# Futuremark Launches Peacekeeper Web Browser Benchmark



## malware (Mar 12, 2009)

Futuremark Corporation today unveiled Peacekeeper, a free online benchmarking tool for measuring and comparing the performance of common internet browsers. Competition between browsers has never been as hotly contested, nor have internet users had as many choices as they do now. The big five: Internet Explorer, Firefox, Safari, Chrome and Opera, see regular releases of new and innovative features and each camp's fans keep many a forum and blog busy. So far, words have been the only shots fired in the long-running browser wars. Now, with Peacekeeper web users finally have an easy to use, impartial tool for measuring and comparing the performance of different web browsers. Peacekeeper is a new online benchmark from Futuremark that realistically simulates the load placed on the browser by common JavaScript functions as used by popular, modern websites. For users who prioritize speed and performance, Peacekeeper helps answer the question of which browser is best for them.


Jukka Mäkinen, Head of PC Products and Services at Futuremark, said, "People have more choice now in how they experience the internet than ever before. But they may not realize that performance between browsers can vary dramatically, especially on lower-end PCs. With Peacekeeper, it's simple to compare different browsers and see which one offers the best performance on your PC."

Many websites, such as social networks, video sharing communities and webmail services, place a heavy load on the web browser. For people who use these sites a lot, changing browsers to one that performs faster can make visiting those sites more fun, with less waiting for pages to load and display correctly.
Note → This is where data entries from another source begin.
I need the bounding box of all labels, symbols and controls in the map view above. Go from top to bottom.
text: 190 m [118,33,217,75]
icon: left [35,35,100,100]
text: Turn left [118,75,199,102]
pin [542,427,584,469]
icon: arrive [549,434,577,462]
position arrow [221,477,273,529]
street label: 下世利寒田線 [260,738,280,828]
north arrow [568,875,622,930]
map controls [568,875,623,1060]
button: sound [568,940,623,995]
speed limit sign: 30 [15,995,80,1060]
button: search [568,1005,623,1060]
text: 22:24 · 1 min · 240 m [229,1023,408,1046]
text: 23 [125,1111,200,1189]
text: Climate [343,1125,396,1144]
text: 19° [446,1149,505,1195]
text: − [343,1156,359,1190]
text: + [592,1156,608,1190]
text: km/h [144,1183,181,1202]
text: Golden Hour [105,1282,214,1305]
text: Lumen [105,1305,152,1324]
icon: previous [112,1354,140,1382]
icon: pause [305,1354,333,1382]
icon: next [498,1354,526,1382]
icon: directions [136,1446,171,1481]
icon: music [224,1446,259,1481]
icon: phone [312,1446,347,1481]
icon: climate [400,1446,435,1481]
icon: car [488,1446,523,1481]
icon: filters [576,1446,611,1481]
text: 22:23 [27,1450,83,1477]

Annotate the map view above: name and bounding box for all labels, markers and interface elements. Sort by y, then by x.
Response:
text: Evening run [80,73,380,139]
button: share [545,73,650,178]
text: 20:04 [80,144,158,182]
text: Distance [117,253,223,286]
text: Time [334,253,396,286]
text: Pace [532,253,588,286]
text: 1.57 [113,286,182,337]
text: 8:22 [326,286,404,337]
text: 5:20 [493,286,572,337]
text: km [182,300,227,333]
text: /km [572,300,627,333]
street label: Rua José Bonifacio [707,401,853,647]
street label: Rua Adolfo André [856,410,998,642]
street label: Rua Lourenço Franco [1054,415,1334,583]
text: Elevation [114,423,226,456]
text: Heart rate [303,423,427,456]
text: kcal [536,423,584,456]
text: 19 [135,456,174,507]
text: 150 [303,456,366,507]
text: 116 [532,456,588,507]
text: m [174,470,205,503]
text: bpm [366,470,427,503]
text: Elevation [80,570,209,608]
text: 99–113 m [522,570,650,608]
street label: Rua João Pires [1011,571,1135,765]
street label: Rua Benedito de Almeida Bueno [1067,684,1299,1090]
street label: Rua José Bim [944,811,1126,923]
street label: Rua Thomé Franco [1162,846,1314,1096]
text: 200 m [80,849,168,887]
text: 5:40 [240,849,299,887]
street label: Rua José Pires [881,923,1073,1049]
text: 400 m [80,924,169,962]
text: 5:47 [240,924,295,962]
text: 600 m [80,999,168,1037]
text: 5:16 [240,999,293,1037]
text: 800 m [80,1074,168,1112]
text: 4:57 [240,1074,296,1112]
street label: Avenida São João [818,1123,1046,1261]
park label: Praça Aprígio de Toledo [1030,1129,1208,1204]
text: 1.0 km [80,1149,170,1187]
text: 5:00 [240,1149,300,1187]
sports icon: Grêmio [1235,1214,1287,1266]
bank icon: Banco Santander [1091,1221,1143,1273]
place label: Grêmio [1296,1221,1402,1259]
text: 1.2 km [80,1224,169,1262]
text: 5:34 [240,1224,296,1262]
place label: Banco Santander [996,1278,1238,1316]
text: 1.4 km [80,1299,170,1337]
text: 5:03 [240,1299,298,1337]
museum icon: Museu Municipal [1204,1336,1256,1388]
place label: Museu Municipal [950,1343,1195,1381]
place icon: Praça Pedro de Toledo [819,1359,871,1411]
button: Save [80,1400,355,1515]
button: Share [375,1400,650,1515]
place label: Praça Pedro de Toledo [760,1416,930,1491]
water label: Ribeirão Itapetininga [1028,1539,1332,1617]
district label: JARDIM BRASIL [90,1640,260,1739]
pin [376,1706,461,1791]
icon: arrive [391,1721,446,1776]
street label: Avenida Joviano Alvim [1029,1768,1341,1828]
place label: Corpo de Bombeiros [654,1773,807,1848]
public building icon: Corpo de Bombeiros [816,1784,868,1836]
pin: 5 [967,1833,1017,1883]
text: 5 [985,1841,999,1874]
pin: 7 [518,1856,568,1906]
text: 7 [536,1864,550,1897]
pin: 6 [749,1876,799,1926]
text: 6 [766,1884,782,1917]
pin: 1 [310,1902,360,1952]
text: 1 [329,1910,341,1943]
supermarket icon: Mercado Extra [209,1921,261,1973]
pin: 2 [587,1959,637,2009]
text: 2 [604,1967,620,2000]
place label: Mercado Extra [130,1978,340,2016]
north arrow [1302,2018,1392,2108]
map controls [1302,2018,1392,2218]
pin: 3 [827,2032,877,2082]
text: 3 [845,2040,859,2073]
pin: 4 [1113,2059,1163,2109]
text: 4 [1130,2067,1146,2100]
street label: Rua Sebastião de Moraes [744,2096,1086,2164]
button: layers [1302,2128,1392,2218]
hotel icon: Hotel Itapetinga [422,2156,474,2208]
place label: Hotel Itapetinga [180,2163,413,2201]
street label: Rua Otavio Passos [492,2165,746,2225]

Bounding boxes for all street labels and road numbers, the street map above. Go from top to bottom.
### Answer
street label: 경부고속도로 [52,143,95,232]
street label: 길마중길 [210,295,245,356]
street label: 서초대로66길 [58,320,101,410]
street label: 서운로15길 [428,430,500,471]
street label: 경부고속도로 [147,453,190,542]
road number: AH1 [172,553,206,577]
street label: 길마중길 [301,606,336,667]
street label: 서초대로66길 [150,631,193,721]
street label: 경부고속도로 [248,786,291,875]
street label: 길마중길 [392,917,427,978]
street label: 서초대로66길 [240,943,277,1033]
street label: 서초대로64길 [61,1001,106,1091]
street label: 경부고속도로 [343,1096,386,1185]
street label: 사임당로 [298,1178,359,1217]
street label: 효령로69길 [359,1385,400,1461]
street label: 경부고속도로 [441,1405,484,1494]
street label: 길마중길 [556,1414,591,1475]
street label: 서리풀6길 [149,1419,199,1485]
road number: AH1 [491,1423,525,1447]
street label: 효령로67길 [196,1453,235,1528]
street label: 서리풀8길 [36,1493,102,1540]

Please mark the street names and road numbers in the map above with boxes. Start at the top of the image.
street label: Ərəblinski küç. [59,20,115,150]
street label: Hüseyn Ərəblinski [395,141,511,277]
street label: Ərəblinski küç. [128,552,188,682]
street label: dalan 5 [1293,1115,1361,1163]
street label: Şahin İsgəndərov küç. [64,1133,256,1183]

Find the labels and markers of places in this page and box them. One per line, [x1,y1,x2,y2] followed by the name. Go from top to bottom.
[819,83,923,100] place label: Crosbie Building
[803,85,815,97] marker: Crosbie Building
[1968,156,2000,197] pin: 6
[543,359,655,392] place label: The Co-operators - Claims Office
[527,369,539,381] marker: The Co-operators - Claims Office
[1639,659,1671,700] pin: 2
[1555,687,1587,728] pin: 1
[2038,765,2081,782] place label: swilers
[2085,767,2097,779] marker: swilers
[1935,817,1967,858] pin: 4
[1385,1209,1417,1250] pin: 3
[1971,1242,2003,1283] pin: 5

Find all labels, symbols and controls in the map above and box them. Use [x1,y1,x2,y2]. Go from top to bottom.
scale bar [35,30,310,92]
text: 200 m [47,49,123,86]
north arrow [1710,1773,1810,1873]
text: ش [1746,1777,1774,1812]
Peacekeeper makes that choice easier than ever.

Web users can run Peacekeeper now by visiting http://www.futuremark.com/peacekeeper

*View at TechPowerUp Main Site*


----------



## DrPepper (Mar 12, 2009)

I actually misread that the first time around and thought futuremark released a web browser


----------



## renozi (Mar 12, 2009)

man, is safari that fast??


----------



## DanishDevil (Mar 12, 2009)

I benched Firefox, and it crashed.  I guess I've gotta up the vWeb voltage...


----------



## DrPepper (Mar 12, 2009)

DanishDevil said:


> I benched Firefox, and it crashed.  I guess I've gotta up the vWeb voltage...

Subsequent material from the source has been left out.